WHAT THE TASK ASKS:
Return every line of the records, exact and in full, until you have returned the line with "position:absolute; left:16px; top:1657px;", and include none of the pictures.

EXCERPTED RECORDS:
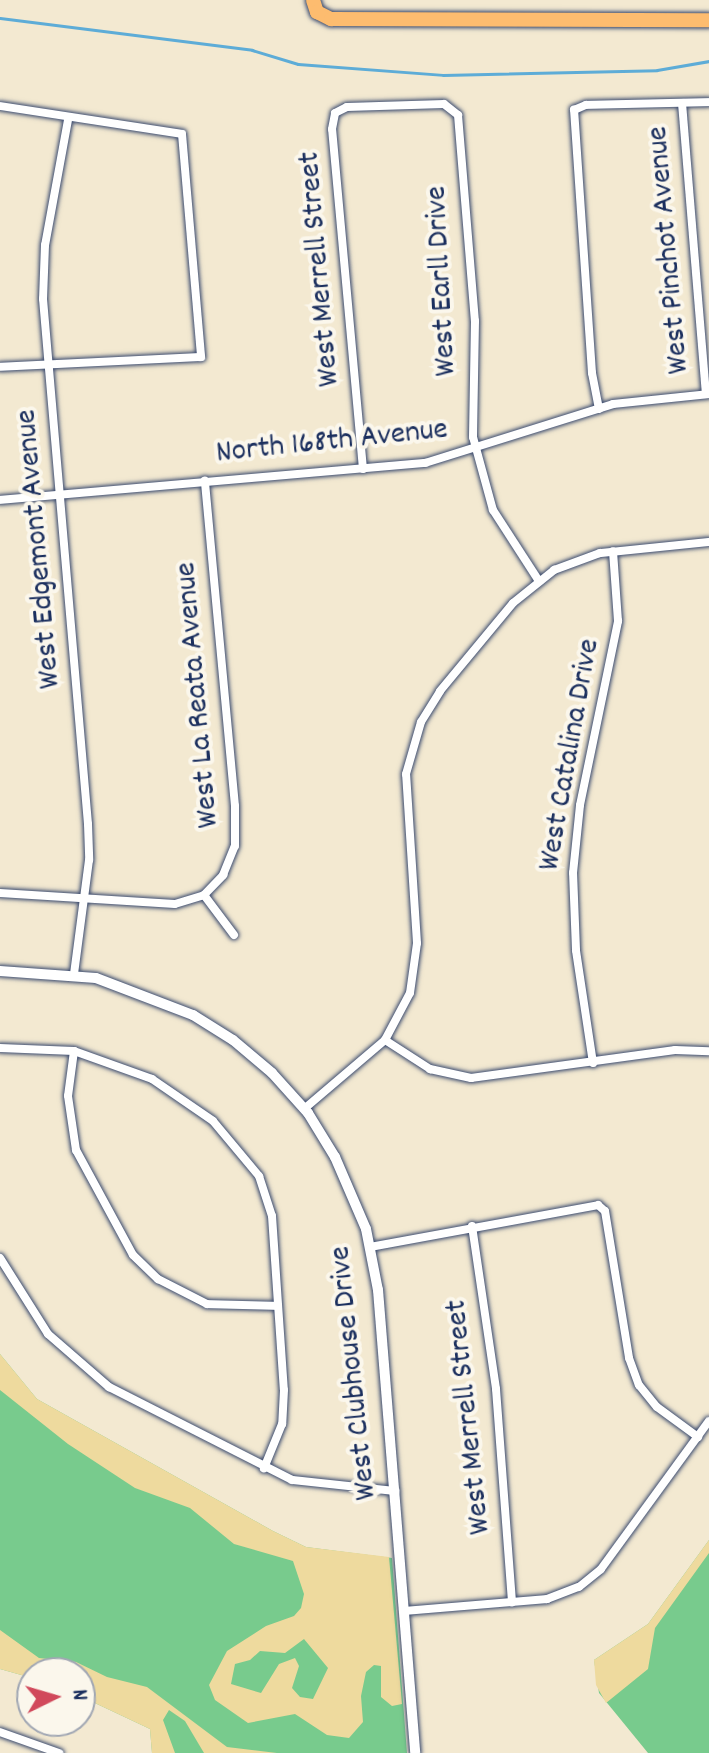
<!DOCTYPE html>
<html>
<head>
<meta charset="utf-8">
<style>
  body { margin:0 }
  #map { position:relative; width:709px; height:1753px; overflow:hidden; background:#f3e9d1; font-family:Dekko,sans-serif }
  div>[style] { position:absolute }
  .green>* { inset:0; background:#78cb8d }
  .sand>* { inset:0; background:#eeda9e }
  .stream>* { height:3px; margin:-1.5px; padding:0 1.5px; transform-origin:1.5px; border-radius:1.5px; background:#5dacd7 }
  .roads { filter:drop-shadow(0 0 2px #3b4b6f) drop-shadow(0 0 2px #3b4b6f) }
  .minor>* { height:8px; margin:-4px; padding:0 4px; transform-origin:4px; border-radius:4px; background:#fff }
  .tertiary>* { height:10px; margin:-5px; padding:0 5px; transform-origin:5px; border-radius:5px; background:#fff }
  .motorway>* { height:14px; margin:-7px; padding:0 7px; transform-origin:7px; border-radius:7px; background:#fdbc6f }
  span { translate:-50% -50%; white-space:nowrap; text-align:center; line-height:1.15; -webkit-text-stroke:8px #fbf7ec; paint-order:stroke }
  .street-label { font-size:32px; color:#1b2f5e }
  .north { position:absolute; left:16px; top:1657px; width:80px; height:80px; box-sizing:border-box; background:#fbf7ec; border:2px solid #a1a7b3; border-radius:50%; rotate:85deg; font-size:22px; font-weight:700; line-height:32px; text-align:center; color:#1b2f5e }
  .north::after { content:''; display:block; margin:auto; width:28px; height:36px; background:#d1495b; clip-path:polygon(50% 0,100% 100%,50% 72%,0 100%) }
</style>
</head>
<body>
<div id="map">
  <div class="green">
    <i style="clip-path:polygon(0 1354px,37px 1399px,273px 1531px,306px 1547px,392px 1558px,407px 1753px,152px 1753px,150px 1729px,80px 1696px,80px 1673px,32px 1673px,32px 1678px,0 1669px)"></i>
    <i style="clip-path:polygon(709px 1540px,709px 1753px,648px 1753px,599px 1693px,594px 1660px,648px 1624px)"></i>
  </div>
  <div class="sand">
    <i style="clip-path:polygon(evenodd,0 1354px,37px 1399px,273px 1531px,306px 1547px,389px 1557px,402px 1704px,392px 1706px,381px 1697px,381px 1666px,374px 1665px,366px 1672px,361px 1696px,363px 1722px,349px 1738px,327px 1735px,295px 1714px,248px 1723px,215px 1700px,209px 1685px,227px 1651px,266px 1626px,294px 1616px,301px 1608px,304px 1594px,293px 1561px,234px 1544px,190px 1508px,135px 1488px,68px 1444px,0 1390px,0 1354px,304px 1639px,328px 1668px,313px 1699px,300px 1697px,292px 1688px,299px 1666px,295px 1658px,279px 1664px,261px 1693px,231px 1684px,235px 1664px,250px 1660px,260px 1651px,285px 1653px,304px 1639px)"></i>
    <i style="clip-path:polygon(709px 1540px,709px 1553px,655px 1628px,648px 1669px,606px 1703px,596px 1685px,594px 1660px,648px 1624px)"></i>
    <i style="clip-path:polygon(0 1630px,39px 1658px,76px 1662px,107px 1677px,147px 1687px,227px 1747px,277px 1753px,204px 1753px,185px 1721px,169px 1710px,163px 1720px,175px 1753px,152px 1753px,150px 1729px,80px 1696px,80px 1673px,32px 1673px,32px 1678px,0 1669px)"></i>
  </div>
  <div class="stream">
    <i style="left:0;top:18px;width:254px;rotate:7.2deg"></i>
    <i style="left:252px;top:50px;width:48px;rotate:16.9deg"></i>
    <i style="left:298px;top:64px;width:145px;rotate:4.3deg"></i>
    <i style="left:443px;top:75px;width:214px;rotate:-1.3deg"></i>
    <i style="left:657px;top:70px;width:53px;rotate:-9.8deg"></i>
  </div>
  <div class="roads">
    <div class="minor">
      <i style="left:682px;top:103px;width:292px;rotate:85.3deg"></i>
      <i style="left:0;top:106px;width:184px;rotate:8.7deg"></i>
      <i style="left:182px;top:134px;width:224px;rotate:85.1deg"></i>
      <i style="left:201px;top:357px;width:201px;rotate:177.2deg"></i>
      <i style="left:68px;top:120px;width:127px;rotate:100.4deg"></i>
      <i style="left:45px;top:245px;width:54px;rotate:92.1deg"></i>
      <i style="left:43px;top:299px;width:527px;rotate:85.1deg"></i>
      <i style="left:88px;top:824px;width:36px;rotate:88deg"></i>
      <i style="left:89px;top:860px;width:115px;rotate:97.5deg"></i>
      <i style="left:599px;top:409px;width:37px;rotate:-101deg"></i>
      <i style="left:592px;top:373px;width:264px;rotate:-93.9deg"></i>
      <i style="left:574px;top:110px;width:13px;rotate:-23deg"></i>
      <i style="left:586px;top:105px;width:123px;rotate:-1.4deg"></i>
      <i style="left:363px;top:469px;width:341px;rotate:-95.2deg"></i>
      <i style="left:332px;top:129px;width:16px;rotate:-79deg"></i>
      <i style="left:335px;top:113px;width:13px;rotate:-27deg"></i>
      <i style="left:347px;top:107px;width:97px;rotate:-1.8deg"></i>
      <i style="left:444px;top:104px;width:18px;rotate:38deg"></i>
      <i style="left:458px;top:115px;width:207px;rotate:85.3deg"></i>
      <i style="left:475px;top:321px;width:116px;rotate:91deg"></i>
      <i style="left:473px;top:437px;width:76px;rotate:74.7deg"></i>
      <i style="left:493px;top:510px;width:85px;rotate:57.1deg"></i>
      <i style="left:0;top:500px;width:427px;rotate:-5deg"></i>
      <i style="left:425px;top:463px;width:197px;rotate:-17.4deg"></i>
      <i style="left:613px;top:404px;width:97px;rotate:-5.9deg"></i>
      <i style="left:0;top:893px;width:175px;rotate:3.6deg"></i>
      <i style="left:175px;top:904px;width:30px;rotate:-17deg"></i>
      <i style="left:204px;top:895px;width:28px;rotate:-46deg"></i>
      <i style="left:223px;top:875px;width:31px;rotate:-68deg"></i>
      <i style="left:235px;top:846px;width:40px;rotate:-90deg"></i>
      <i style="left:235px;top:806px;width:327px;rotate:-95.3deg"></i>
      <i style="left:204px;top:895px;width:50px;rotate:53.1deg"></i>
      <i style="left:385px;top:1040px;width:54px;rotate:32.8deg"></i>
      <i style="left:430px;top:1069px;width:42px;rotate:12.4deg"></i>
      <i style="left:471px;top:1078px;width:206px;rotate:-7.8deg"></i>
      <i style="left:675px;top:1050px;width:34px;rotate:2deg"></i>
      <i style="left:0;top:1048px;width:74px;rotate:2.3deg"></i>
      <i style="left:74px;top:1051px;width:83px;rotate:19.7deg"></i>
      <i style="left:152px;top:1079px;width:74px;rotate:34.5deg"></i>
      <i style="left:213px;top:1121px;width:72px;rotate:50.1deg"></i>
      <i style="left:259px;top:1176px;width:42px;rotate:72deg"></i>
      <i style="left:272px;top:1216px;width:174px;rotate:86.1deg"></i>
      <i style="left:284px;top:1390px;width:34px;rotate:93deg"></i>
      <i style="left:282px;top:1424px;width:48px;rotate:112.2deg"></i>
      <i style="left:74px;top:1051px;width:45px;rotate:97.6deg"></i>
      <i style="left:68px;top:1096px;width:55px;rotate:81.6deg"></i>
      <i style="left:76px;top:1150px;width:119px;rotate:61.5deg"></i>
      <i style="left:133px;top:1255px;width:35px;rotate:44deg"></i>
      <i style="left:158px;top:1279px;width:55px;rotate:27deg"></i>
      <i style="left:207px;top:1304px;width:71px;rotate:1.6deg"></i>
      <i style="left:593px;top:1063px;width:114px;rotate:-98.6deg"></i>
      <i style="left:576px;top:950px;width:77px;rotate:-92.2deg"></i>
      <i style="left:573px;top:873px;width:68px;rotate:-84.1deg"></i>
      <i style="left:580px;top:805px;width:188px;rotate:-78.3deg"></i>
      <i style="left:618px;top:621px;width:70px;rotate:-94.1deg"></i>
      <i style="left:304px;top:1109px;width:106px;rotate:-40.4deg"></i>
      <i style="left:385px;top:1040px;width:53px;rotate:-62deg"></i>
      <i style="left:410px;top:993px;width:50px;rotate:-82deg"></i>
      <i style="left:417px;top:943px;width:169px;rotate:-93.7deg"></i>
      <i style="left:406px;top:774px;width:54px;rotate:-73.9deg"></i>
      <i style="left:421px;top:722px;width:36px;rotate:-58deg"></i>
      <i style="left:440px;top:691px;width:114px;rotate:-50.3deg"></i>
      <i style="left:513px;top:603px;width:53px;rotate:-38.8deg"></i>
      <i style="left:554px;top:570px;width:49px;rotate:-20.3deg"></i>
      <i style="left:600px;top:553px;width:110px;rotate:-5.8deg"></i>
      <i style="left:472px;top:1226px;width:165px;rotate:81.6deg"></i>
      <i style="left:496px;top:1389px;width:214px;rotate:85.7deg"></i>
      <i style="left:370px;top:1247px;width:232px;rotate:-10.4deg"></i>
      <i style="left:598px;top:1205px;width:9px;rotate:41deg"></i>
      <i style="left:605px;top:1211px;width:149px;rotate:80.7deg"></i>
      <i style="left:629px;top:1358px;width:29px;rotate:70deg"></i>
      <i style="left:639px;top:1385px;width:28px;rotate:51deg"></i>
      <i style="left:657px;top:1407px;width:51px;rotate:36.2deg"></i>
      <i style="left:0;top:1258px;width:90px;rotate:57.7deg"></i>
      <i style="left:48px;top:1334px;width:81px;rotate:41deg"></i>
      <i style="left:109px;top:1387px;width:205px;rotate:26.9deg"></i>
      <i style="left:292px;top:1480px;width:104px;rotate:6.1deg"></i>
      <i style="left:404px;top:1611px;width:144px;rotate:-4.8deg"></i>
      <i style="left:547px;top:1599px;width:34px;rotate:-21deg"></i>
      <i style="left:579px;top:1587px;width:28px;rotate:-39deg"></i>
      <i style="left:601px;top:1569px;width:183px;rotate:-53.9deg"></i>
      <i style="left:0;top:1732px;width:63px;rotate:19.6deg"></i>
    </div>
    <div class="tertiary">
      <i style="left:0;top:971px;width:96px;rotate:4.2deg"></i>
      <i style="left:96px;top:978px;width:104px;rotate:20.9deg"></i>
      <i style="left:193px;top:1015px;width:47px;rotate:32deg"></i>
      <i style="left:233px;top:1040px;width:51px;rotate:40.2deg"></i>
      <i style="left:272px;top:1073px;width:54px;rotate:48deg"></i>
      <i style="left:308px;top:1113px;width:52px;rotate:58.5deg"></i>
      <i style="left:335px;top:1157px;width:78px;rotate:66.7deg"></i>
      <i style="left:366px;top:1229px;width:62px;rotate:78.9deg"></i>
      <i style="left:378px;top:1290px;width:464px;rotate:85.4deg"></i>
    </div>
    <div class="motorway">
      <i style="left:313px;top:0;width:13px;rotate:72deg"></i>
      <i style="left:317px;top:12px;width:16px;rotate:27deg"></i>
      <i style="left:331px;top:19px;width:378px;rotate:0.2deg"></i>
    </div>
  </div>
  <div class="street-label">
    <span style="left:670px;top:250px;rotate:-95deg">West Pinchot Avenue</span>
    <span style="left:321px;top:269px;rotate:-95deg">West Merrell Street</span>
    <span style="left:443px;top:281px;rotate:-93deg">West Earll Drive</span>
    <span style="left:332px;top:443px;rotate:-6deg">North 168th Avenue</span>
    <span style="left:40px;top:549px;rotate:-95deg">West Edgemont Avenue</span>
    <span style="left:199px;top:695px;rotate:-95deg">West La Reata Avenue</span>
    <span style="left:571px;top:755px;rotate:-80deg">West Catalina Drive</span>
    <span style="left:355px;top:1373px;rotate:-96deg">West Clubhouse Drive</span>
    <span style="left:470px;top:1417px;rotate:-96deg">West Merrell Street</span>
  </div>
  <div class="north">N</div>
</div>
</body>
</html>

SOLUTION BELOW:
<!DOCTYPE html>
<html>
<head>
<meta charset="utf-8">
<style>
  body { margin:0 }
  #map { position:relative; width:709px; height:1753px; overflow:hidden; background:#f3e9d1; font-family:Dekko,sans-serif }
  div>[style] { position:absolute }
  .green>* { inset:0; background:#78cb8d }
  .sand>* { inset:0; background:#eeda9e }
  .stream>* { height:3px; margin:-1.5px; padding:0 1.5px; transform-origin:1.5px; border-radius:1.5px; background:#5dacd7 }
  .roads { filter:drop-shadow(0 0 2px #3b4b6f) drop-shadow(0 0 2px #3b4b6f) }
  .minor>* { height:8px; margin:-4px; padding:0 4px; transform-origin:4px; border-radius:4px; background:#fff }
  .tertiary>* { height:10px; margin:-5px; padding:0 5px; transform-origin:5px; border-radius:5px; background:#fff }
  .motorway>* { height:14px; margin:-7px; padding:0 7px; transform-origin:7px; border-radius:7px; background:#fdbc6f }
  span { translate:-50% -50%; white-space:nowrap; text-align:center; line-height:1.15; -webkit-text-stroke:8px #fbf7ec; paint-order:stroke }
  .street-label { font-size:32px; color:#1b2f5e }
  .north { position:absolute; left:16px; top:1657px; width:80px; height:80px; box-sizing:border-box; background:#fbf7ec; border:2px solid #a1a7b3; border-radius:50%; rotate:85deg; font-size:22px; font-weight:700; line-height:32px; text-align:center; color:#1b2f5e }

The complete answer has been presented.